Solusi Food-Fuel Trade-Off Global
Salah satu masalah yang menjadi perhatian global seiring dengan pengembangan biodiesel adalah risiko food-fuel trade-off. Artinya, penggunaan minyak nabati untuk energi dapat memicu kenaikan harga pangan.
Minyak sawit memainkan peran penting dalam meredam risiko ini. Karena ketersediaannya yang besar dan harganya yang kompetitif, minyak sawit memiliki kemampuan untuk mengendalikan kenaikan harga minyak nabati lainnya. Peningkatan harga minyak kedelai atau rapeseed akibat peningkatan penggunaan untuk biodiesel akan mendorong konsumen global beralih ke minyak sawit sebagai substitusi, sehingga menstabilkan pasar (Kojima et.al., 2016).

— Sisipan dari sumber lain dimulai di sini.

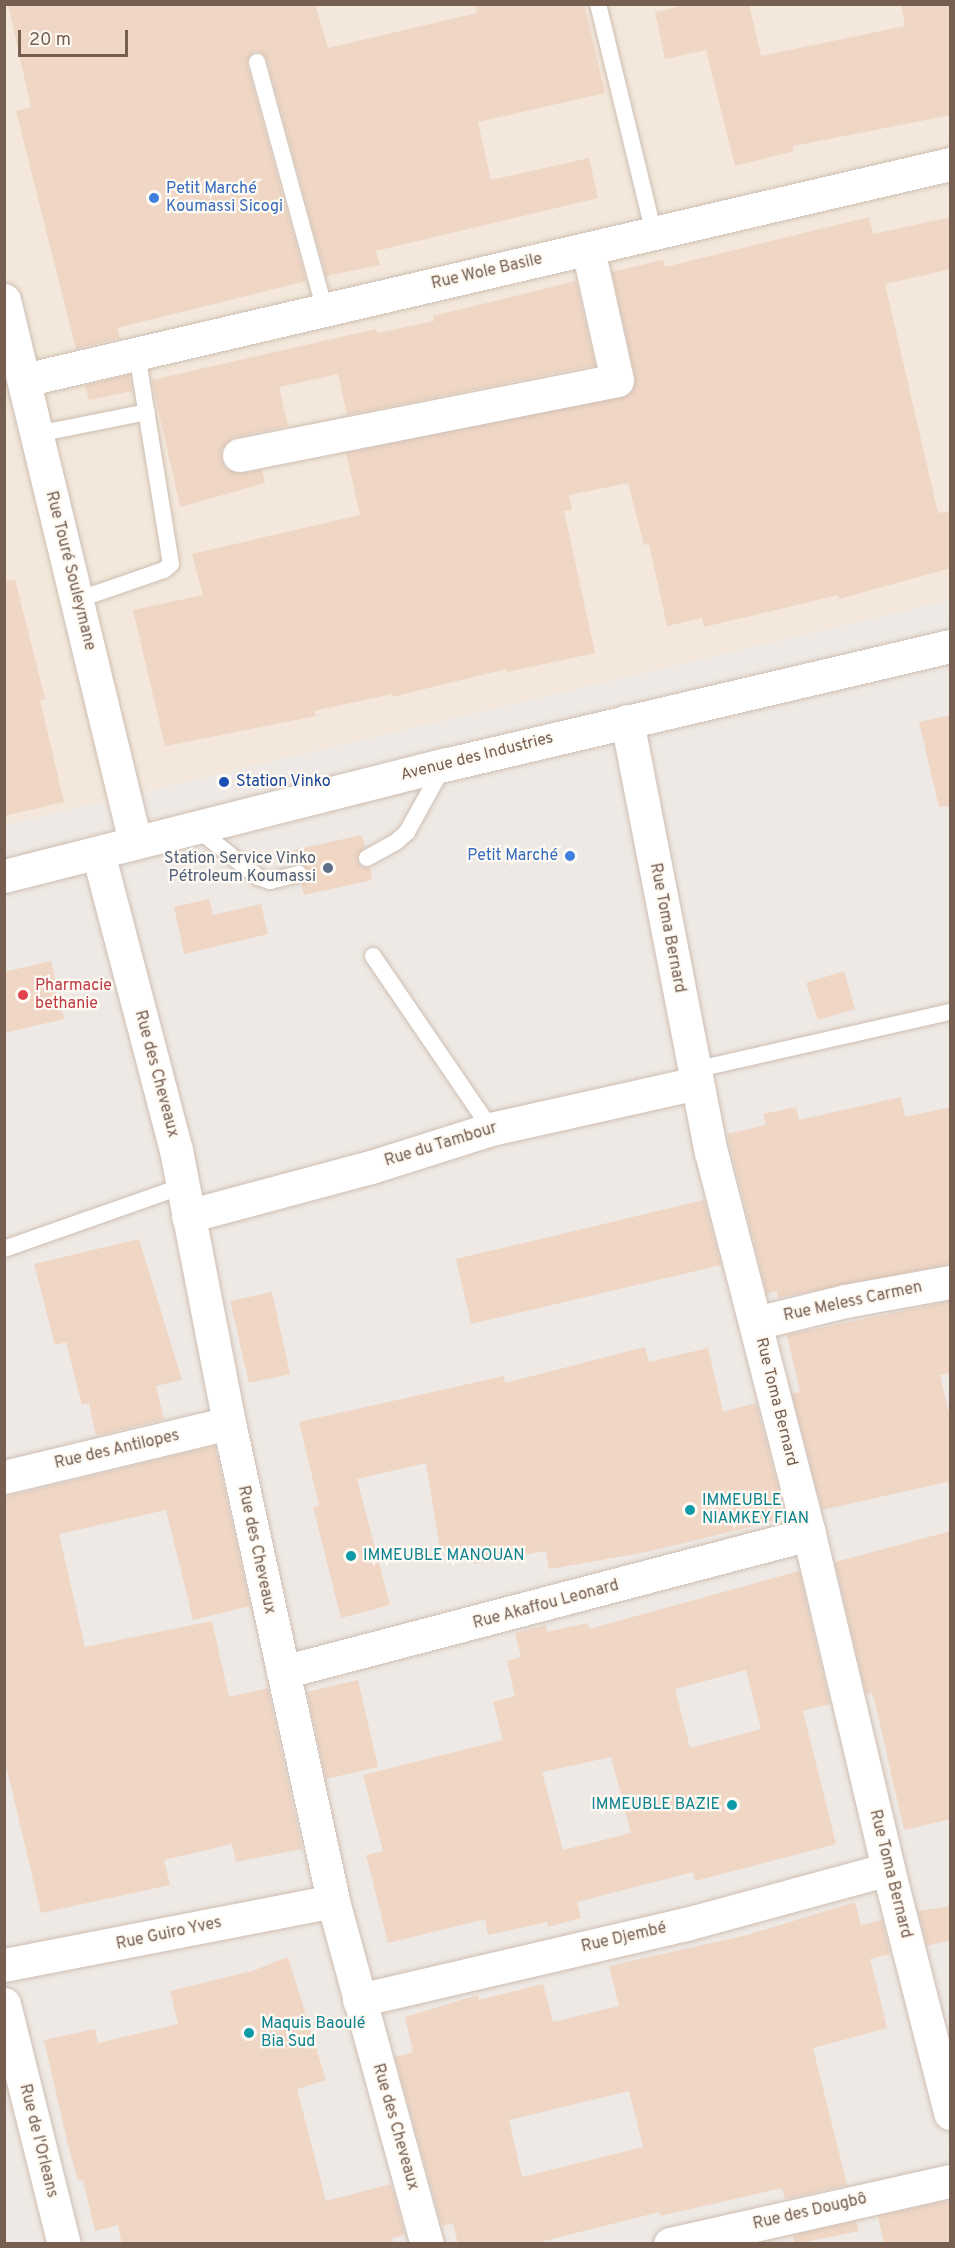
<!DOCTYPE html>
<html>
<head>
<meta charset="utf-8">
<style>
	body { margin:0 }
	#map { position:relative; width:955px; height:2248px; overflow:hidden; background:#fcf6ec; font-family:Overpass,sans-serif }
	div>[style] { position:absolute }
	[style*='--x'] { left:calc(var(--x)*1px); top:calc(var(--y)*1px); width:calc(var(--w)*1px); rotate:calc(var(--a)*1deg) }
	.residential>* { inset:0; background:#f3e8db }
	.industrial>* { inset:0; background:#eee9e4 }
	.building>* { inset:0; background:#efd6c5 }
	.roads { filter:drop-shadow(0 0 2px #cebeb2) drop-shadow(0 0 2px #cebeb2) }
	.lane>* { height:16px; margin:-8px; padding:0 8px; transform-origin:8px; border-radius:8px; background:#fff }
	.street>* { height:33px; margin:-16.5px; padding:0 16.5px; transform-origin:16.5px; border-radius:16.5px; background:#fff }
	.secondary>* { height:33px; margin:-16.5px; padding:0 16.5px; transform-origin:16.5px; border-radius:16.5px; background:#fff }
	.dots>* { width:16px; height:16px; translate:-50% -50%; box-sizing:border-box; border:3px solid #fefaf3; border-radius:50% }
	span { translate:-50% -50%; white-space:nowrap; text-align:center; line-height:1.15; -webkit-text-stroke:4.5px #fefaf3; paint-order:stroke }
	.shop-label { font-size:16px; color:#366cbe }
	.left { translate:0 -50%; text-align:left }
	.right { translate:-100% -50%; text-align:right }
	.street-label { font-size:16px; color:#765e50 }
	.transit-label { font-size:16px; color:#164399 }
	.service-label { font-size:16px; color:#4e5e75 }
	.health-label { font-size:16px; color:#be3a42 }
	.culture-label { font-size:16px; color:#0d838f }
	.frame { position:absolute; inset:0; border:6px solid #765e50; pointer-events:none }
	.scale { position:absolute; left:18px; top:30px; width:110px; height:27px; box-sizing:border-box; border:3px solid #765e50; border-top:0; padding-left:8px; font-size:18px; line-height:21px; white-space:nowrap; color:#765e50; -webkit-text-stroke:4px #fefaf3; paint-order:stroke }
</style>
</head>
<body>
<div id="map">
	<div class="residential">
		<div style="clip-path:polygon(4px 5px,950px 5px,950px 600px,5px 825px)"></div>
	</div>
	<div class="industrial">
		<div style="clip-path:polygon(950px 600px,950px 2243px,5px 2243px,4px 825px)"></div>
	</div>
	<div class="building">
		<div style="clip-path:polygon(8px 4px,315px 4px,328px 48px,477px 13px,475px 4px,584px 4px,605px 93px,478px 122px,491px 180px,589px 158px,598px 198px,376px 251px,380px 265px,326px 276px,267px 59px,260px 52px,254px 52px,247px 65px,306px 281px,117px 328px,120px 338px,76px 349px,16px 111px,31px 107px)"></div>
		<div style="clip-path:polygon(691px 4px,749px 4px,761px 56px,905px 26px,901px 4px,951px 4px,951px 115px,793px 146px,794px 151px,735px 166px,706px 50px,665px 59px,655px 12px)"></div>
		<div style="clip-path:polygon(869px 217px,873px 234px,951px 217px,951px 269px,885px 284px,938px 513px,951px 511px,951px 568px,839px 599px,838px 595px,704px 627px,702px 618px,667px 626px,649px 544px,644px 545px,628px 483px,569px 495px,572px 510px,564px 511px,595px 653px,507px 672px,506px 669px,392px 697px,392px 694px,314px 711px,316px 716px,165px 746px,133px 610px,203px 595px,192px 554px,360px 515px,346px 453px,629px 394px,635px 376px,612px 272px,663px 260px,665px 267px)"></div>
		<div style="clip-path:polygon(576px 281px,595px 365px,347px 415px,338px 374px,279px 387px,288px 426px,235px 437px,221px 450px,225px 468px,242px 473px,262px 470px,265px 483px,180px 507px,152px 380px,376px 329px,377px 333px,434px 321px,433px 316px)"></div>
		<div style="clip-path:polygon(129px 375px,132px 391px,89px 400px,85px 385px)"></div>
		<div style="clip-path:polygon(15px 580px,45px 699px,40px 700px,64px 802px,4px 816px,4px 581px)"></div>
		<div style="clip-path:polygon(951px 715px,951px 806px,939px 807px,919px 722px)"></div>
		<div style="clip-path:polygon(362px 835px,365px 847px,357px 858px,361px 867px,370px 868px,372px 880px,304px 895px,301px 884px,309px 872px,297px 864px,294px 850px)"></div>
		<div style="clip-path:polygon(209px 899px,213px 915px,261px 904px,268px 934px,184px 954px,174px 907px)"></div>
		<div style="clip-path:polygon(51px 961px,64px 1019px,4px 1033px,4px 972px)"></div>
		<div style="clip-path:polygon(844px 971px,855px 1009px,818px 1020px,806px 983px)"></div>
		<div style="clip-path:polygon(901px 1097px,905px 1117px,951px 1107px,951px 1264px,778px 1298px,777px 1291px,767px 1294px,727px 1134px,766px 1125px,763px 1114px,796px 1107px,799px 1120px)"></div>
		<div style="clip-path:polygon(704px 1200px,721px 1265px,471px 1324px,456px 1259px)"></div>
		<div style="clip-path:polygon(139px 1239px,182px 1380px,156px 1386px,164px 1419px,96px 1436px,89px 1403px,82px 1405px,66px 1342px,55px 1345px,34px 1264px)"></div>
		<div style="clip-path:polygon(272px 1292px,290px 1374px,249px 1383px,230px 1301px)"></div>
		<div style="clip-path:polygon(951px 1301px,951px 1373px,940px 1375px,951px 1422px,951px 1481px,822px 1510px,792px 1394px,800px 1392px,787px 1335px)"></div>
		<div style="clip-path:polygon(645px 1347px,649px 1362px,708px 1348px,723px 1412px,756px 1403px,786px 1518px,647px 1552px,549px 1569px,546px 1551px,474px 1564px,471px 1545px,440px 1550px,426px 1463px,357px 1479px,390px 1605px,341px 1618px,313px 1507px,319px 1505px,299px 1422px,504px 1376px,505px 1383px)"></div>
		<div style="clip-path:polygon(215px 1446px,250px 1606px,193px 1620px,166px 1510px,59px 1534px,85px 1647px,212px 1621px,229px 1697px,268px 1688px,302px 1849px,236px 1862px,232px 1844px,164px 1860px,170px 1885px,41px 1913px,4px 1757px,4px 1497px)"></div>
		<div style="clip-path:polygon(951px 1531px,951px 1819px,904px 1830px,876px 1707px,872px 1693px,866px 1694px,835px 1562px)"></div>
		<div style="clip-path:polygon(evenodd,799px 1571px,830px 1704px,803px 1711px,836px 1844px,695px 1881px,693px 1872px,577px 1902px,581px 1918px,548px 1927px,547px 1922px,488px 1935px,485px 1919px,388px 1943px,366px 1855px,383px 1851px,363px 1775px,503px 1740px,493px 1702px,515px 1696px,507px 1661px,521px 1657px,515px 1633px,546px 1625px,547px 1632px,588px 1623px,589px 1629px,799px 1571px,746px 1670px,761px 1729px,690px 1748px,675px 1689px,746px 1670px,799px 1571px,611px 1757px,631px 1833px,563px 1850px,542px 1772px,611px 1757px)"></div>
		<div style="clip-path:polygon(358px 1680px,378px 1767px,326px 1779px,307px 1692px)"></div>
		<div style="clip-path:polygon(evenodd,855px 1902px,861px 1925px,882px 1920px,890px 1954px,870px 1959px,887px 2028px,813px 2048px,847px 2185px,785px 2199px,782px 2188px,660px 2216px,659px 2212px,532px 2244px,458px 2244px,453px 2223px,442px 2226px,395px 2057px,413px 2052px,405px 2017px,478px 1995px,479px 2000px,543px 1984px,553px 2022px,619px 2006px,609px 1966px,747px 1935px,855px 1902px,629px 2091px,643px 2147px,522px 2177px,509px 2120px,629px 2091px)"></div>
		<div style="clip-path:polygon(951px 1906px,951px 1940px,927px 1946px,918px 1911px)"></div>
		<div style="clip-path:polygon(288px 1957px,326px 2080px,297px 2089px,326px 2201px,391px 2184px,405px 2235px,392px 2238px,394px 2244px,122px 2244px,118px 2225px,95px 2231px,83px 2180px,78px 2181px,67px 2141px,44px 2040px,95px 2029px,98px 2043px,178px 2024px,170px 1991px,252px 1971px)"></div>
		<div style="clip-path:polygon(941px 2202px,951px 2202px,951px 2244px,884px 2244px,878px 2216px)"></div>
		<div style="clip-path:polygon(856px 2221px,859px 2231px,795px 2244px,793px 2235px)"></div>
	</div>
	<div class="roads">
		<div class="lane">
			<div style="--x:598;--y:4;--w:236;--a:76.3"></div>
			<div style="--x:257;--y:62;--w:257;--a:74.7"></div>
			<div style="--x:37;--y:434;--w:112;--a:-11.3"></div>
			<div style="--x:77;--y:600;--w:92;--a:-19"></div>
			<div style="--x:164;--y:570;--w:9;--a:-41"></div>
			<div style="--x:171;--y:564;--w:213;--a:-99.2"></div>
			<div style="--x:196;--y:828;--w:79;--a:38.3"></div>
			<div style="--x:258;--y:877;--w:13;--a:18"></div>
			<div style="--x:270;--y:881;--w:30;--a:-14"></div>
			<div style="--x:367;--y:858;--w:33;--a:-29"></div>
			<div style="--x:396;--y:842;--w:15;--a:-42"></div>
			<div style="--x:407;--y:832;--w:74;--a:-61"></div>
			<div style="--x:373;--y:956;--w:209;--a:55.7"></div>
			<div style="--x:694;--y:1070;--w:262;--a:-12.8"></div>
			<div style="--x:4;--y:1249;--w:190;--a:-19.4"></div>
		</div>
		<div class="street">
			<div style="--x:4;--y:300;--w:558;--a:76.41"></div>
			<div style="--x:24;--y:380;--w:951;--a:-13.13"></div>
			<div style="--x:239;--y:455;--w:385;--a:-11.2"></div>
			<div style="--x:617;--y:380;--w:134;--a:-102.5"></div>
			<div style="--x:627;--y:721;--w:439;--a:79"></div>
			<div style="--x:711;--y:1152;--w:394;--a:75.6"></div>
			<div style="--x:809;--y:1534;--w:344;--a:76.7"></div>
			<div style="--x:888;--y:1869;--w:252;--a:75.7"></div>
			<div style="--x:98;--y:853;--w:307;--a:75.3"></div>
			<div style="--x:176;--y:1150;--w:278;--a:79"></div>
			<div style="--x:229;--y:1423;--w:489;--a:77.7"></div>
			<div style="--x:333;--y:1901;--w:356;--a:74.7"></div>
			<div style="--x:188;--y:1216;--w:189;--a:-15"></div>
			<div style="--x:371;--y:1167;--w:126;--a:-17.6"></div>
			<div style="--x:491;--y:1129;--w:210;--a:-12.6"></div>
			<div style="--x:756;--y:1323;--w:92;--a:-13.9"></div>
			<div style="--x:845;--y:1301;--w:107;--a:-10.3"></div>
			<div style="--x:4;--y:1477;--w:231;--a:-13.5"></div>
			<div style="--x:283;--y:1672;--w:544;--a:-14.7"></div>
			<div style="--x:4;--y:1965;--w:335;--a:-11"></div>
			<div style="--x:359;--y:2000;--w:336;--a:-13.1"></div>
			<div style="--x:686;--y:1924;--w:209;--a:-15.2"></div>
			<div style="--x:4;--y:2004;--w:247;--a:76"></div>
			<div style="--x:670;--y:2244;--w:287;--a:-12.7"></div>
		</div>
		<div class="secondary">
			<div style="--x:4;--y:876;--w:454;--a:-14.2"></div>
			<div style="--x:444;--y:765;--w:520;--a:-13.23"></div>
		</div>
	</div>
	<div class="dots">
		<div style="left:154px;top:198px;background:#3f7fe0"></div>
		<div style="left:224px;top:782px;background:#1a4fb4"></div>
		<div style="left:570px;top:856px;background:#3f7fe0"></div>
		<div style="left:328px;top:868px;background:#5c6f8a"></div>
		<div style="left:23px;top:995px;background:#e0444e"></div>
		<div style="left:690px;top:1510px;background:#0f9aa8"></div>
		<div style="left:351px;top:1556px;background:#0f9aa8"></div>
		<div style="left:732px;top:1805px;background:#0f9aa8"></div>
		<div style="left:249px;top:2033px;background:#0f9aa8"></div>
	</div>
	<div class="shop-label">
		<span class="left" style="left:166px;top:198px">Petit Marché<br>Koumassi Sicogi</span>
		<span class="right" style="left:558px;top:856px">Petit Marché</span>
	</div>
	<div class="street-label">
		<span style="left:487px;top:272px;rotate:-13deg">Rue Wole Basile</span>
		<span style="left:70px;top:571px;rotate:76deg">Rue Touré Souleymane</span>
		<span style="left:477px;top:757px;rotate:-14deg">Avenue des Industries</span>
		<span style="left:667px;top:928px;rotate:79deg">Rue Toma Bernard</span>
		<span style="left:156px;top:1074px;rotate:75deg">Rue des Cheveaux</span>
		<span style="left:441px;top:1145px;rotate:-17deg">Rue du Tambour</span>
		<span style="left:853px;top:1302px;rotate:-12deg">Rue Meless Carmen</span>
		<span style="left:776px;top:1402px;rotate:76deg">Rue Toma Bernard</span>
		<span style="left:117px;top:1450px;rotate:-13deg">Rue des Antilopes</span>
		<span style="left:256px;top:1550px;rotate:78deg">Rue des Cheveaux</span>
		<span style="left:546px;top:1605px;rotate:-15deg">Rue Akaffou Leonard</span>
		<span style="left:890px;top:1874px;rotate:76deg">Rue Toma Bernard</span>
		<span style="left:169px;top:1934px;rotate:-12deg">Rue Guiro Yves</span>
		<span style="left:624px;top:1938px;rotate:-13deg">Rue Djembé</span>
		<span style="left:395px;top:2127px;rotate:74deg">Rue des Cheveaux</span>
		<span style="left:38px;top:2141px;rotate:76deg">Rue de l'Orleans</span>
		<span style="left:810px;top:2212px;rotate:-13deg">Rue des Dougbô</span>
	</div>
	<div class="transit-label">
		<span class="left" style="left:236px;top:782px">Station Vinko</span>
	</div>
	<div class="service-label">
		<span class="right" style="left:316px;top:868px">Station Service Vinko<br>Pétroleum Koumassi</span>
	</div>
	<div class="health-label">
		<span class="left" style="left:35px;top:995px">Pharmacie<br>bethanie</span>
	</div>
	<div class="culture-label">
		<span class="left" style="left:702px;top:1510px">IMMEUBLE<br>NIAMKEY FIAN</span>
		<span class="left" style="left:363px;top:1556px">IMMEUBLE MANOUAN</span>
		<span class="right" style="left:720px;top:1805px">IMMEUBLE BAZIE</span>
		<span class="left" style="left:261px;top:2033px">Maquis Baoulé<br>Bia Sud</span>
	</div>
	<div class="frame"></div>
	<div class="scale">20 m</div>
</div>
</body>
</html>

Dengan demikian, kontribusi minyak sawit dalam penyediaan bahan bakar nabati global tidak terbatas pada suplai biodiesel. Ia juga berperan penting dalam mengurangi emisi, menekan konsumsi energi fosil, dan memberikan solusi nyata terhadap permasalahan food-fuel trade-off di pasar komoditas global. Limbah sawit seperti minyak jelantah (Used Cooking Oil/UCO) juga menjadi feedstock penting bagi industri biodiesel di Uni Eropa, Tiongkok, dan India.